People in New York are about to re-learn a hard lesson: Marxism is economically illiterate.
You can raise someone's share of the pie through socialist policies, but what Marxists don't understand is that "better equality" is being achieved by shrinking the overall pie itself.
On paper, that looks like justice. In real life, it is like stagnation.
Consider a city like NYC. Space is scarce, demand is intense, and taxes are high. Prices rise because a lot of people want limited land and services.
The Marxist answer is simple: “The rich are hoarding wealth, so we should take more of their pie and distribute it better through the state."
It sounds virtuous. It is not economically sound.
Here is why:
1. Static shares vs dynamic growth
Marxism treats the economy as a fixed pie. But economies are dynamic systems. They expand when people invest, take risks, and build.
If you remove the upside for those who create new value (your entrepreneurs, builders, scientists) you don’t merely “redistribute.” You reduce the incentive to create. Less investment means less innovation, fewer new jobs, and slower productivity growth. That smaller pie hurts everyone.
2. Incentives are not optional
If an investor or founder cannot reasonably keep the gains from creating something valuable, they will deploy time and capital elsewhere or not at all.
Its not "greed," it is how scarce capital gets allocated. When policy tells you that success will be confiscated, the rational response is to disengage. That shrinks the tax base, the job base, and the opportunity set for workers.
3. Knowledge and prices matter
Markets communicate information through prices. When a central authority tries to direct output and set prices, it breaks the feedback loop that tells us what to build, where to build it, and how much of it is worth building.
Misallocation rises. Shortages appear. Quality falls. “Equality” achieved by dulling signals leads to lower living standards across the board.
4. Capital flight and the quality of services
High and punitive extraction on producers does not only move money, it moves know-how. The builders, operators, and skilled workers follow opportunity. The city loses the people who improve housing, logistics, energy, and services. These are the very things that make life more affordable over time.
5. Floor vs ceiling confusion
Advocates promise a higher “floor” for the working class by enlarging their share. But when the system that raises the ceiling (innovation and investment) is crippled, the floor sags too. A larger share of a shrinking pie buys less: fewer jobs, less mobility, worse public services.

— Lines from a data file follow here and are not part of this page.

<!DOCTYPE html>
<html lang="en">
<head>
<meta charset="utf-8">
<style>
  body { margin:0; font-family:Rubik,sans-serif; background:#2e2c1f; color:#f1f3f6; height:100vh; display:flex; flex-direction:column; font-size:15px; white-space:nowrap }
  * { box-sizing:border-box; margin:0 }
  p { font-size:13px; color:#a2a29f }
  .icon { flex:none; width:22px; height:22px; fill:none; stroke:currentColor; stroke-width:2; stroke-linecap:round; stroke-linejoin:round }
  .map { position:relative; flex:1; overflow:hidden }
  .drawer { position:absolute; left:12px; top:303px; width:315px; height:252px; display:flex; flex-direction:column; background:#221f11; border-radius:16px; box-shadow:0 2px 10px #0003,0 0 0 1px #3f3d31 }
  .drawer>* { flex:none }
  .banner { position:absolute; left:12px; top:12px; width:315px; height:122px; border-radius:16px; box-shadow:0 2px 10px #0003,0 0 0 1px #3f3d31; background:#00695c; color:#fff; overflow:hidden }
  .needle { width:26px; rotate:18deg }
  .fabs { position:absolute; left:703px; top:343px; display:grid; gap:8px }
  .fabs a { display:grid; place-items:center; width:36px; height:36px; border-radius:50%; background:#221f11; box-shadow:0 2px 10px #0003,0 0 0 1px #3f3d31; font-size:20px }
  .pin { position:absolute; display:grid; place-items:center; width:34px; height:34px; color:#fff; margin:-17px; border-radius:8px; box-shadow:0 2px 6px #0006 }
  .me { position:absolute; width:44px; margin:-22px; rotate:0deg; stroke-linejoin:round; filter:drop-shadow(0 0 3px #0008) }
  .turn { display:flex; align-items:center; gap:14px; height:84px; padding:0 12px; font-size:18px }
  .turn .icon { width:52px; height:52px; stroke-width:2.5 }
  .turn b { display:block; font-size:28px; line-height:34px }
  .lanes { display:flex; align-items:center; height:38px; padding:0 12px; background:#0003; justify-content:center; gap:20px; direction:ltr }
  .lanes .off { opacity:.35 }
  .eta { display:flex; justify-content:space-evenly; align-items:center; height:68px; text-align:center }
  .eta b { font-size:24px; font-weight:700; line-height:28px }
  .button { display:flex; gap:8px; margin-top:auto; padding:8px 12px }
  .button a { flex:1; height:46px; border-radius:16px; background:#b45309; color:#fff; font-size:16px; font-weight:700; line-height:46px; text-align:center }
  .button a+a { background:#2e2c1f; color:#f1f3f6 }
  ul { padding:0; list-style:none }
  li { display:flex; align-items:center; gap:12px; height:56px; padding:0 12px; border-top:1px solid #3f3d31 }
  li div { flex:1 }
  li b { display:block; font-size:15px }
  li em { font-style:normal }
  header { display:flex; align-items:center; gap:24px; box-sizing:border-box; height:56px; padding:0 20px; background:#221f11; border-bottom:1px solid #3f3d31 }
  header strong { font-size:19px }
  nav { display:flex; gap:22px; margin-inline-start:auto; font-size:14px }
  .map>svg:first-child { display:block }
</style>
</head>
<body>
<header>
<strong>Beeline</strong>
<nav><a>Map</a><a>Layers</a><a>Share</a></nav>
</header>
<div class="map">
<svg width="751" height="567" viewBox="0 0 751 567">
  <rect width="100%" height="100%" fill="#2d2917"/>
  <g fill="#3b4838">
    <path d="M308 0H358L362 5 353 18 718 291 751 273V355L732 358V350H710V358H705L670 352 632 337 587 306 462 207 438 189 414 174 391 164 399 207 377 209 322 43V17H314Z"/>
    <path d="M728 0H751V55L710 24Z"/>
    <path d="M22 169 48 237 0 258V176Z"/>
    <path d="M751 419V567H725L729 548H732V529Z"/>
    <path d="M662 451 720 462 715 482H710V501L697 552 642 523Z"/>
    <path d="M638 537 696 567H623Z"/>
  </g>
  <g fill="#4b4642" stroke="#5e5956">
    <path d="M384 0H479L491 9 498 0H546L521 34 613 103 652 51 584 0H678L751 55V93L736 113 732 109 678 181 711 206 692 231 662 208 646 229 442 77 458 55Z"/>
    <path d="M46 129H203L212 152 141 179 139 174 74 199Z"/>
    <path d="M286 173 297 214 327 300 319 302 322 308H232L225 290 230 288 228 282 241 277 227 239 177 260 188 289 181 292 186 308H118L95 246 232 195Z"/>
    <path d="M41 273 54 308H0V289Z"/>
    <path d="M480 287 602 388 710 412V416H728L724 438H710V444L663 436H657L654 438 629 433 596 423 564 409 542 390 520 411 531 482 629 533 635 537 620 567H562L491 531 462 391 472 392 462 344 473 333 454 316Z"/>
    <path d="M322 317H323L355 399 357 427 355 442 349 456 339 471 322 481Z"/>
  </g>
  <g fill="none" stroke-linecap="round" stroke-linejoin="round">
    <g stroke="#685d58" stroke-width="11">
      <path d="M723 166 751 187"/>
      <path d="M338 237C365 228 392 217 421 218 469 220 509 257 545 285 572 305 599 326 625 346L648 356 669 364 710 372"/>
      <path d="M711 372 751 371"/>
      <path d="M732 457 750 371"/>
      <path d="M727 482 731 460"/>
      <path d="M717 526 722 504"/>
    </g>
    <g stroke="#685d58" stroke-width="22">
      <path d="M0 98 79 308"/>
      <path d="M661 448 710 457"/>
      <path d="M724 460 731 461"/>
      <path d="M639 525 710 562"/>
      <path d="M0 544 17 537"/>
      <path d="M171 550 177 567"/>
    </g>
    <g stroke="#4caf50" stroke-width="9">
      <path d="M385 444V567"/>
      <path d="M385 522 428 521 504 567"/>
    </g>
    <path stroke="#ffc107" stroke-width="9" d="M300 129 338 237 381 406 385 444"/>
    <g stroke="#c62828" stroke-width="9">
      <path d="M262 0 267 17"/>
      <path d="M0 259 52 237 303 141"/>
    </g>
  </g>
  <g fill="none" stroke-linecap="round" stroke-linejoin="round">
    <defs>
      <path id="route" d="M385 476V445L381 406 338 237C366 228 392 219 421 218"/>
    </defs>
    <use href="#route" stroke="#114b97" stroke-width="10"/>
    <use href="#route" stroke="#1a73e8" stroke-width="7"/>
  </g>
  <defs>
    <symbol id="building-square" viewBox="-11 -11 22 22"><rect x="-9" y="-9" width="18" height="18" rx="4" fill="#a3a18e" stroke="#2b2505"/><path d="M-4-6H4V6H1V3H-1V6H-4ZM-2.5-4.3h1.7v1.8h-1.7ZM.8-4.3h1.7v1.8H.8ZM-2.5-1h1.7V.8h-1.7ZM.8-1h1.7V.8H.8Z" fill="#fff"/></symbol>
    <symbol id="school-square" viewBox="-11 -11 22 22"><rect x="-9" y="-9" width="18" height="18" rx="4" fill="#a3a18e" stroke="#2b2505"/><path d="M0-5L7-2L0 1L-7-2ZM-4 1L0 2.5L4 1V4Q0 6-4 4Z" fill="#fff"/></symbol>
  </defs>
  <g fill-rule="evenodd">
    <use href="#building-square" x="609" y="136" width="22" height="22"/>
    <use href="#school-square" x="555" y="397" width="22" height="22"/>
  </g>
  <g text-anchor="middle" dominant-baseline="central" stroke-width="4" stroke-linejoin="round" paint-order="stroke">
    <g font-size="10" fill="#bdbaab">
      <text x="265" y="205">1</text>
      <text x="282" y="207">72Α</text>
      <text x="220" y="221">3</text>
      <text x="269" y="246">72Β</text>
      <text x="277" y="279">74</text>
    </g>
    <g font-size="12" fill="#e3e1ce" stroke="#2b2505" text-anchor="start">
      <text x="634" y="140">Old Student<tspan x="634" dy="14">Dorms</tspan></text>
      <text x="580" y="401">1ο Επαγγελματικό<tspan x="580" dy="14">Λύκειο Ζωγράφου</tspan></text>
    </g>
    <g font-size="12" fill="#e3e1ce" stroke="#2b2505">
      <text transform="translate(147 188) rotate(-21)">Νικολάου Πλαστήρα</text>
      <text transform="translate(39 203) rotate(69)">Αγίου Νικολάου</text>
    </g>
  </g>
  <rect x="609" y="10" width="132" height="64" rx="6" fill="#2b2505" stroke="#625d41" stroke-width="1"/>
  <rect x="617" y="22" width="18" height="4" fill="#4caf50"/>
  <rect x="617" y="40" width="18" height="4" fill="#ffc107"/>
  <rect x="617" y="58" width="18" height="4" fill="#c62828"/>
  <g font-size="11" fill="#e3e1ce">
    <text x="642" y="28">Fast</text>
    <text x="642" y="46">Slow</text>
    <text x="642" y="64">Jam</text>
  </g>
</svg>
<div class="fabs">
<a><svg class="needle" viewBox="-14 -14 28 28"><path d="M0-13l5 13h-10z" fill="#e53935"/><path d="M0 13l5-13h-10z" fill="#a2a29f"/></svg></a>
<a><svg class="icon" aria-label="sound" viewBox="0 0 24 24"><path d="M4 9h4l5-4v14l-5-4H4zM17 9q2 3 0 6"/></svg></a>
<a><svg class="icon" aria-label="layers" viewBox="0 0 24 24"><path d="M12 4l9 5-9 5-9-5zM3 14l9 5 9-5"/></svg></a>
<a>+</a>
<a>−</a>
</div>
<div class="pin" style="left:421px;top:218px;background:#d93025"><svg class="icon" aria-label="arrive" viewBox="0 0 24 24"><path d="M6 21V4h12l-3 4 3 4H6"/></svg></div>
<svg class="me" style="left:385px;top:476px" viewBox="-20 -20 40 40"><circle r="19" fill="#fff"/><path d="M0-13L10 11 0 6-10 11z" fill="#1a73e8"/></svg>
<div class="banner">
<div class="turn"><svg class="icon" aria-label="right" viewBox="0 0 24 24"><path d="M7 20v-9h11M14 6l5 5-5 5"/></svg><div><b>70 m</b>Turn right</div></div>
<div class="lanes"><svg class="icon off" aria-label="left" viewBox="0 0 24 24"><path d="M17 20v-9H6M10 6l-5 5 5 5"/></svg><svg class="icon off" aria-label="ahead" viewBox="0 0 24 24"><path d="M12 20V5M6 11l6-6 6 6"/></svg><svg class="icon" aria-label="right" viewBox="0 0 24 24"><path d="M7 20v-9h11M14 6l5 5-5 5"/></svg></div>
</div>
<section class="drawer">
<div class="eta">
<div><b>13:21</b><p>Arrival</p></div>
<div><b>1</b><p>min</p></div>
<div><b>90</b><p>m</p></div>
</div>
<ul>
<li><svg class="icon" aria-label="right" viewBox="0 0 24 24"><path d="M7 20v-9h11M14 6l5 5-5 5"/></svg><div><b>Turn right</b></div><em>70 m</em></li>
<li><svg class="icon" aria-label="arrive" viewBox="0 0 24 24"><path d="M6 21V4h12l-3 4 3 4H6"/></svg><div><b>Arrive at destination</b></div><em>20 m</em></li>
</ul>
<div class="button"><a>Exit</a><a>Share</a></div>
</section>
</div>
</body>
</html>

A quick thought experiment:
Under Marxist logic, your wage share might go up.
Under market logic with strong property rights and predictable rules, your opportunities expand as businesses compete for your labor, new firms enter, and productivity lifts real wages.
Which future gives you more freedom of choice, better career paths, and cheaper goods over time? The one where the economy keeps compounding.
Wanting dignity for workers is right. Wanting a basic safety net is humane. But there is a vast difference between policies that enable people to create value and policies that punish value creation.
The truth is simple: If the affluent cannot reasonably benefit from building, they build less.
When less gets built, the pie shrinks.
When the pie shrinks, a "bigger piece of the pie" still buys you less.
That is why Marxism, as an economic ideology, utterly fails in practice. It confuses a moral impulse (fairness) with a mechanical solution that destroys the engine of prosperity.
If we care about workers, we should care about growth, compounding, and incentives. Expand the pie and protect the rules that let anyone add to it. That is how you raise living standards for all.